La question est spectaculaire. Mais elle mérite d’être prise au sérieux : un économiste allemand — pas un commentateur de réseaux sociaux, pas un blog confidentiel — a avancé l’hypothèse que BYD, le géant chinois de l’automobile électrique, serait en position de racheter Volkswagen. Est-ce une provocation intellectuelle ou un scénario fondé sur des fondamentaux réels ?

Ce que les chiffres disent

BYD est aujourd’hui l’un des constructeurs automobiles les plus valorisés au monde. Sa croissance explosive — elle a vendu plus de 3 millions de véhicules en 2023, et continue sa progression — lui a permis d’accumuler une trésorerie et une capitalisation boursière qui la placent dans la catégorie des entreprises ayant les moyens théoriques de réaliser une acquisition de grande envergure.

Volkswagen, de son côté, traverse une période de pression structurelle.
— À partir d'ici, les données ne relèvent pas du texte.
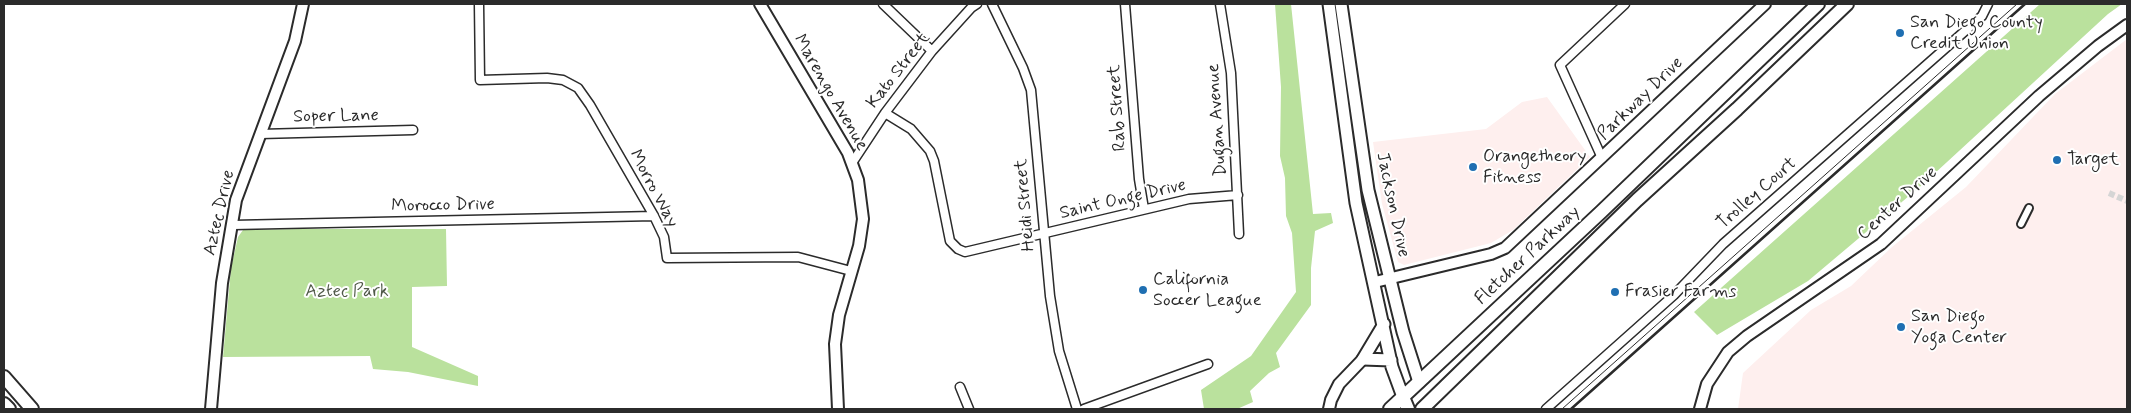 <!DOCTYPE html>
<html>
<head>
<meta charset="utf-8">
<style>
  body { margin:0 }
  #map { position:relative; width:2131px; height:413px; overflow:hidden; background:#fff; font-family:Mynerve,sans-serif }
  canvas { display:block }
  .frame { position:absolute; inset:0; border:5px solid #2b2b2b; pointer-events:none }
</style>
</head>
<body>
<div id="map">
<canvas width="2131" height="413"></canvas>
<div class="frame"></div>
</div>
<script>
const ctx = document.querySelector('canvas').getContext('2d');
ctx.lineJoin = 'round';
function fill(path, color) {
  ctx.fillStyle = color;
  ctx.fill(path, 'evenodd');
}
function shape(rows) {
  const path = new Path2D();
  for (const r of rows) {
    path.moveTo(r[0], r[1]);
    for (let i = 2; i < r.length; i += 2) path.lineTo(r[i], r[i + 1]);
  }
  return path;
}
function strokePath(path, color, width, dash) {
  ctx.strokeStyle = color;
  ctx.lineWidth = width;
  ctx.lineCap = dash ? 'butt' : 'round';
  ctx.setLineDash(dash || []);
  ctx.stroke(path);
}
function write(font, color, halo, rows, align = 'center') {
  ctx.font = font + ' Mynerve,sans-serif';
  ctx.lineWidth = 4;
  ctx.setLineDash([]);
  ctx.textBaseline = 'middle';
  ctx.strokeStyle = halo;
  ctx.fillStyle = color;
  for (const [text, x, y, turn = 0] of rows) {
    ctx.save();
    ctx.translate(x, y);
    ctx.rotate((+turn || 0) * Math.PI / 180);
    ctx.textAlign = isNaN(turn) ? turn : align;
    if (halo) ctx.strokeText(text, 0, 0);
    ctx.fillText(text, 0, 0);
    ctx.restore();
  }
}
fill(shape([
  [2127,39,2127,409,1738,409,1743,373,1811,310,1851,286,1892,247,1966,187,2055,94],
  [1547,97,1590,157,1513,230,1491,243,1404,265,1398,262,1382,204,1373,142,1486,129,1522,102]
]), '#feefee');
fill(shape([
  [1275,4,1291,4,1313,214,1331,213,1333,223,1315,231,1311,268,1311,305,1276,353,1280,367,1269,373,1250,391,1253,402,1237,409,1204,409,1201,390,1251,356,1296,292,1292,233,1286,216,1285,178,1280,156,1281,87],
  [2040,4,2122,4,2108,14,1922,185,1808,281,1717,335,1694,312],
  [299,229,446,229,447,286,412,287,412,347,478,376,478,386,408,372,373,369,370,356,223,357,231,268,238,237,243,230]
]), '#bae19d');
strokePath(shape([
  [2109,193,2127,201]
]), '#d5d5d5', 6, [6, 3]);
const pedestrian = shape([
  [2021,224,2029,208]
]);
const minor = shape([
  [479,4,480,80,547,78,563,80,578,88,590,105,654,216,664,237,667,258,798,257,851,271],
  [883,4,932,51],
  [992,4,1023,68,1031,90,1050,296,1059,351,1077,409],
  [1125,4,1139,179,1144,209],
  [1220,4,1231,73,1239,234],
  [885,113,911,129,930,151,934,161,950,241,958,249,965,252,1189,199,1238,195],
  [260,134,413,130],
  [1602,158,1560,65,1625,4],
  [852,163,885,113,932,51,971,8,977,4],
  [233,225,654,216],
  [960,387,969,409],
  [1084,409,1208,364],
  [1546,409,1674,295,1723,244,1982,16,1988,4]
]);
const tertiary = shape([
  [760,4,848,153,858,180,863,219,859,246,839,315,835,344,838,409],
  [1375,282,1491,254,1505,248,1765,4],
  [211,409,222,283,236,200,295,41,303,4],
  [1329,409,1331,400,1339,384,1363,359],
  [1700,409,1707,384,1728,352,1747,336,1881,244,2039,96,2098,46,2127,25]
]);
const secondary = shape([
  [1329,4,1356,203,1392,367,1403,397],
  [1341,4,1368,190,1403,332,1419,382],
  [1363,359,1384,324],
  [1363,359,1391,360]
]);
const primary = shape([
  [4,377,32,409],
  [1403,397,1408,409],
  [4,404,9,409],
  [1390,409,1601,212,1818,4],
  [1422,409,1637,200,1737,109,1847,4]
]);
strokePath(pedestrian, '#2b2b2b', 10);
strokePath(minor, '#2b2b2b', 11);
strokePath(tertiary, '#2b2b2b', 14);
strokePath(secondary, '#2b2b2b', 15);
strokePath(primary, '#2b2b2b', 16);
strokePath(pedestrian, '#fff', 6);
strokePath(minor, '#fff', 8);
strokePath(tertiary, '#fff', 10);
strokePath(secondary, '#fff', 11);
strokePath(primary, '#fff', 12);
strokePath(shape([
  [1562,409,2017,4]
]), '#2b2b2b', 1);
strokePath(shape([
  [1571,409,2025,4]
]), '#2b2b2b', 2.5);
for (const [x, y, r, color] of [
  [1900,33,5,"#1f6fb2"],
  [2057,160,5,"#1f6fb2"],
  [1473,167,5,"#1f6fb2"],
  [1143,290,5,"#1f6fb2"],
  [1615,292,5,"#1f6fb2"],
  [1901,327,5,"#1f6fb2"]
]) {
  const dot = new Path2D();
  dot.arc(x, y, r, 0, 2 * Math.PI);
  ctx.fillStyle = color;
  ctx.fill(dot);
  strokePath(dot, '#fff', 2);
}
write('18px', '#2b2b2b', '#fff', [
  ["San Diego County",1910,23],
  ["Credit Union",1910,44],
  ["Orangetheory",1483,157],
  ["Fitness",1483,178],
  ["Target",2067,160],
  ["California",1153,280],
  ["Soccer League",1153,301],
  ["Frasier Farms",1625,292],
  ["San Diego",1911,317],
  ["Yoga Center",1911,338]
], 'left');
write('18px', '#2b2b2b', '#fff', [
  ["Kato Street",899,71,-52],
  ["Marengo Avenue",830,93,60],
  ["Parkway Drive",1641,99,-44],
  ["Rab Street",1118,108,-94],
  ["Soper Lane",336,117,-1],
  ["Dugan Avenue",1218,120,-94],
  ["Morro Way",653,189,62],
  ["Trolley Court",1757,194,-41],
  ["Saint Onge Drive",1123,200,-13],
  ["Center Drive",1898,204,-42],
  ["Heidi Street",1026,205,-95],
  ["Jackson Drive",1392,205,78],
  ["Morocco Drive",443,206,-1],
  ["Aztec Drive",220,213,-77],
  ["Fletcher Parkway",1528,256,-43]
]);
write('18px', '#4f5848', '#fff', [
  ["Aztec Park",347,292]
]);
</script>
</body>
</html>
La transition vers l’électrique a été plus lente que prévu, sa plateforme MEB (qui motorise l’ID.4, l’ID.3, etc.) a eu des débuts difficiles, et ses coûts de production en Europe restent élevés face à la concurrence chinoise. En 2024-2025, Volkswagen a engagé des plans de restructuration importants, incluant la discussion sur des fermetures d’usines en Allemagne — une décision sans précédent dans l’histoire de la marque.

L’hypothèse de l’économiste

L’argument avancé n’est pas que BYD devrait racheter Volkswagen, ni qu’elle l’envisage activement. C’est que les conditions économiques — valorisation boursière de BYD en hausse, valorisation relative de VW sous pression, avantage technologique de BYD sur les plateformes EV — créent théoriquement une fenêtre d’opportunité.

C’est une analyse de faisabilité, pas une prédiction. Et c’est là que la nuance est importante.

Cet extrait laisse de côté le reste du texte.